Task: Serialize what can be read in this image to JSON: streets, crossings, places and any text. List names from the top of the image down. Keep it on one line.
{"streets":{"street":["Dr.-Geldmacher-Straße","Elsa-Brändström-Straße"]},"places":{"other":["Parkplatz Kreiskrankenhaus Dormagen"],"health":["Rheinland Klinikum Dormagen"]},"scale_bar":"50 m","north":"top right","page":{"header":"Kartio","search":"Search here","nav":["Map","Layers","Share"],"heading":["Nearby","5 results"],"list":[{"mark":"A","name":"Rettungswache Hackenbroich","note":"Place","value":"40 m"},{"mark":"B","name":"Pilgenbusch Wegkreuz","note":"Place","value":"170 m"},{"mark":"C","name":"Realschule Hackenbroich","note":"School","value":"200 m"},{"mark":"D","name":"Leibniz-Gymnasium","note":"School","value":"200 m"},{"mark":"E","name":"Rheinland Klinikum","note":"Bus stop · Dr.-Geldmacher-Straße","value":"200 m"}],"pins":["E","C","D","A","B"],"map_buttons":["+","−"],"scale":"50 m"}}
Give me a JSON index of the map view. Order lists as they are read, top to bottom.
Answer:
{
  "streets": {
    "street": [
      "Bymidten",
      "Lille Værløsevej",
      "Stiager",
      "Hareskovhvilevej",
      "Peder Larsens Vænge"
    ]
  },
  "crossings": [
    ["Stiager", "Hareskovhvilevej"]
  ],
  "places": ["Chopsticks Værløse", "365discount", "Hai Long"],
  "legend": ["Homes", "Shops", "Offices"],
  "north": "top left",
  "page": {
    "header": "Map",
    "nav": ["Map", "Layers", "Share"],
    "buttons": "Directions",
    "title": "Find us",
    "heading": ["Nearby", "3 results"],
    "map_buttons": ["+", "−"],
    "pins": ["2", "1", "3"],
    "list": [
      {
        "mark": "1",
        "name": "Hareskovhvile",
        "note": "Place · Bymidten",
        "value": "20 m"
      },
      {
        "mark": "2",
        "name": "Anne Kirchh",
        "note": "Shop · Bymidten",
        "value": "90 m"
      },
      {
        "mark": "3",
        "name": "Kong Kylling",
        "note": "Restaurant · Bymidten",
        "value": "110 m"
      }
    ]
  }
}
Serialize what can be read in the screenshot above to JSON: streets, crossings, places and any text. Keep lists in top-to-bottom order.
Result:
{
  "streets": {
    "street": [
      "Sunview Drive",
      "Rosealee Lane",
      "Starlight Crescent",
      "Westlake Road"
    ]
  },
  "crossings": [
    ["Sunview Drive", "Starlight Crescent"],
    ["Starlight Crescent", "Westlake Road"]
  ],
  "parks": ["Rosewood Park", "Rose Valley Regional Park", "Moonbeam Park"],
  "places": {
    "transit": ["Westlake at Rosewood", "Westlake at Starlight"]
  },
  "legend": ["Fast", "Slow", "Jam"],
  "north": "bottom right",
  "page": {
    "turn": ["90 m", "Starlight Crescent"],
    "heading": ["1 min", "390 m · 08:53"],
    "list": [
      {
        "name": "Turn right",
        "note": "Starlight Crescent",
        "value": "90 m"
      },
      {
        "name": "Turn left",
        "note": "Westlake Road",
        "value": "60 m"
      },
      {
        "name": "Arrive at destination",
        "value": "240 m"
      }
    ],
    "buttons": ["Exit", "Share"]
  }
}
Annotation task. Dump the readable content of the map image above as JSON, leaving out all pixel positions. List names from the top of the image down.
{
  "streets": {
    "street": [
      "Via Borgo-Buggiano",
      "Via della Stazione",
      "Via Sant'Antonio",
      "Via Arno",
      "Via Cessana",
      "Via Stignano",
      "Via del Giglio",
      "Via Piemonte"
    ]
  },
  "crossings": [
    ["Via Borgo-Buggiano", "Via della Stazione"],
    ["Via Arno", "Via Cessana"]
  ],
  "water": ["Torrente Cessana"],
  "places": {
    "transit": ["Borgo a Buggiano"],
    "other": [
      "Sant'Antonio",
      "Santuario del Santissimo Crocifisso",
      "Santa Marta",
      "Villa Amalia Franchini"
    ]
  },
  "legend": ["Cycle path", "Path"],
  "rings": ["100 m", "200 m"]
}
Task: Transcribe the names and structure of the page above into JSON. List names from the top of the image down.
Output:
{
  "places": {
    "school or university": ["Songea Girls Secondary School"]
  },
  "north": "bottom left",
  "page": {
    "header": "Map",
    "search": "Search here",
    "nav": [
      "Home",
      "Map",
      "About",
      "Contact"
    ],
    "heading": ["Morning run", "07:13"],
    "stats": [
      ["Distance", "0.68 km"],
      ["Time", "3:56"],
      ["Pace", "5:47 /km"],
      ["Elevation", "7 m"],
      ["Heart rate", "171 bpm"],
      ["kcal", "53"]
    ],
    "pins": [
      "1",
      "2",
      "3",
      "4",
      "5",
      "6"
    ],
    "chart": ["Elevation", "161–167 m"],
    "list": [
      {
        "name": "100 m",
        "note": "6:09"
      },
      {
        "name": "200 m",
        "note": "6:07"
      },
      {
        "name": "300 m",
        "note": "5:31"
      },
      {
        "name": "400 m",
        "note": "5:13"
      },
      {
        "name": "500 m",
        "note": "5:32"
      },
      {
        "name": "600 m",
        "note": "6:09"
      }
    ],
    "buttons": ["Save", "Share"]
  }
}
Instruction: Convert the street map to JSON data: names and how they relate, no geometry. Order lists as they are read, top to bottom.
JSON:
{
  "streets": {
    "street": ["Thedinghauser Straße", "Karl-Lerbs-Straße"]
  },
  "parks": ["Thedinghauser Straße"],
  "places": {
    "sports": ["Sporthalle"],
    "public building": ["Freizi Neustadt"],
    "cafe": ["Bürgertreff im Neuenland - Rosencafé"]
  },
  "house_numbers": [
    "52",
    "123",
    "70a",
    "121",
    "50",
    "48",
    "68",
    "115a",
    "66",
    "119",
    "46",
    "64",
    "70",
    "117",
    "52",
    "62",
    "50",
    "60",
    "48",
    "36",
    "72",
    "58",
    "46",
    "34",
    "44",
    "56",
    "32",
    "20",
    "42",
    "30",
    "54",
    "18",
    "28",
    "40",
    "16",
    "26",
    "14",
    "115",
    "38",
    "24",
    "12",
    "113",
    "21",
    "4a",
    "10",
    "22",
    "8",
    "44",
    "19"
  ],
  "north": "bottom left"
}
● ● ● ●
- [Your goal] The entire set of entries, and nothing else, should be set down exactly.

- [Exercise output]
Task: Serialize what can be read in this image to JSON: streets, crossings, places and any text. List names from the top of the image down. Keep it on one line.
{"streets":{"street":["Dr.-Geldmacher-Straße","Elsa-Brändström-Straße"]},"places":{"other":["Parkplatz Kreiskrankenhaus Dormagen"],"health":["Rheinland Klinikum Dormagen"]},"scale_bar":"50 m","north":"top right","page":{"header":"Kartio","search":"Search here","nav":["Map","Layers","Share"],"heading":["Nearby","5 results"],"list":[{"mark":"A","name":"Rettungswache Hackenbroich","note":"Place","value":"40 m"},{"mark":"B","name":"Pilgenbusch Wegkreuz","note":"Place","value":"170 m"},{"mark":"C","name":"Realschule Hackenbroich","note":"School","value":"200 m"},{"mark":"D","name":"Leibniz-Gymnasium","note":"School","value":"200 m"},{"mark":"E","name":"Rheinland Klinikum","note":"Bus stop · Dr.-Geldmacher-Straße","value":"200 m"}],"pins":["E","C","D","A","B"],"map_buttons":["+","−"],"scale":"50 m"}}
Give me a JSON index of the map view. Order lists as they are read, top to bottom.
Answer:
{
  "streets": {
    "street": [
      "Bymidten",
      "Lille Værløsevej",
      "Stiager",
      "Hareskovhvilevej",
      "Peder Larsens Vænge"
    ]
  },
  "crossings": [
    ["Stiager", "Hareskovhvilevej"]
  ],
  "places": ["Chopsticks Værløse", "365discount", "Hai Long"],
  "legend": ["Homes", "Shops", "Offices"],
  "north": "top left",
  "page": {
    "header": "Map",
    "nav": ["Map", "Layers", "Share"],
    "buttons": "Directions",
    "title": "Find us",
    "heading": ["Nearby", "3 results"],
    "map_buttons": ["+", "−"],
    "pins": ["2", "1", "3"],
    "list": [
      {
        "mark": "1",
        "name": "Hareskovhvile",
        "note": "Place · Bymidten",
        "value": "20 m"
      },
      {
        "mark": "2",
        "name": "Anne Kirchh",
        "note": "Shop · Bymidten",
        "value": "90 m"
      },
      {
        "mark": "3",
        "name": "Kong Kylling",
        "note": "Restaurant · Bymidten",
        "value": "110 m"
      }
    ]
  }
}
Serialize what can be read in the screenshot above to JSON: streets, crossings, places and any text. Keep lists in top-to-bottom order.
Result:
{
  "streets": {
    "street": [
      "Sunview Drive",
      "Rosealee Lane",
      "Starlight Crescent",
      "Westlake Road"
    ]
  },
  "crossings": [
    ["Sunview Drive", "Starlight Crescent"],
    ["Starlight Crescent", "Westlake Road"]
  ],
  "parks": ["Rosewood Park", "Rose Valley Regional Park", "Moonbeam Park"],
  "places": {
    "transit": ["Westlake at Rosewood", "Westlake at Starlight"]
  },
  "legend": ["Fast", "Slow", "Jam"],
  "north": "bottom right",
  "page": {
    "turn": ["90 m", "Starlight Crescent"],
    "heading": ["1 min", "390 m · 08:53"],
    "list": [
      {
        "name": "Turn right",
        "note": "Starlight Crescent",
        "value": "90 m"
      },
      {
        "name": "Turn left",
        "note": "Westlake Road",
        "value": "60 m"
      },
      {
        "name": "Arrive at destination",
        "value": "240 m"
      }
    ],
    "buttons": ["Exit", "Share"]
  }
}
Annotation task. Dump the readable content of the map image above as JSON, leaving out all pixel positions. List names from the top of the image down.
{
  "streets": {
    "street": [
      "Via Borgo-Buggiano",
      "Via della Stazione",
      "Via Sant'Antonio",
      "Via Arno",
      "Via Cessana",
      "Via Stignano",
      "Via del Giglio",
      "Via Piemonte"
    ]
  },
  "crossings": [
    ["Via Borgo-Buggiano", "Via della Stazione"],
    ["Via Arno", "Via Cessana"]
  ],
  "water": ["Torrente Cessana"],
  "places": {
    "transit": ["Borgo a Buggiano"],
    "other": [
      "Sant'Antonio",
      "Santuario del Santissimo Crocifisso",
      "Santa Marta",
      "Villa Amalia Franchini"
    ]
  },
  "legend": ["Cycle path", "Path"],
  "rings": ["100 m", "200 m"]
}
Task: Transcribe the names and structure of the page above into JSON. List names from the top of the image down.
Output:
{
  "places": {
    "school or university": ["Songea Girls Secondary School"]
  },
  "north": "bottom left",
  "page": {
    "header": "Map",
    "search": "Search here",
    "nav": [
      "Home",
      "Map",
      "About",
      "Contact"
    ],
    "heading": ["Morning run", "07:13"],
    "stats": [
      ["Distance", "0.68 km"],
      ["Time", "3:56"],
      ["Pace", "5:47 /km"],
      ["Elevation", "7 m"],
      ["Heart rate", "171 bpm"],
      ["kcal", "53"]
    ],
    "pins": [
      "1",
      "2",
      "3",
      "4",
      "5",
      "6"
    ],
    "chart": ["Elevation", "161–167 m"],
    "list": [
      {
        "name": "100 m",
        "note": "6:09"
      },
      {
        "name": "200 m",
        "note": "6:07"
      },
      {
        "name": "300 m",
        "note": "5:31"
      },
      {
        "name": "400 m",
        "note": "5:13"
      },
      {
        "name": "500 m",
        "note": "5:32"
      },
      {
        "name": "600 m",
        "note": "6:09"
      }
    ],
    "buttons": ["Save", "Share"]
  }
}
Instruction: Convert the street map to JSON data: names and how they relate, no geometry. Order lists as they are read, top to bottom.
JSON:
{
  "streets": {
    "street": ["Thedinghauser Straße", "Karl-Lerbs-Straße"]
  },
  "parks": ["Thedinghauser Straße"],
  "places": {
    "sports": ["Sporthalle"],
    "public building": ["Freizi Neustadt"],
    "cafe": ["Bürgertreff im Neuenland - Rosencafé"]
  },
  "house_numbers": [
    "52",
    "123",
    "70a",
    "121",
    "50",
    "48",
    "68",
    "115a",
    "66",
    "119",
    "46",
    "64",
    "70",
    "117",
    "52",
    "62",
    "50",
    "60",
    "48",
    "36",
    "72",
    "58",
    "46",
    "34",
    "44",
    "56",
    "32",
    "20",
    "42",
    "30",
    "54",
    "18",
    "28",
    "40",
    "16",
    "26",
    "14",
    "115",
    "38",
    "24",
    "12",
    "113",
    "21",
    "4a",
    "10",
    "22",
    "8",
    "44",
    "19"
  ],
  "north": "bottom left"
}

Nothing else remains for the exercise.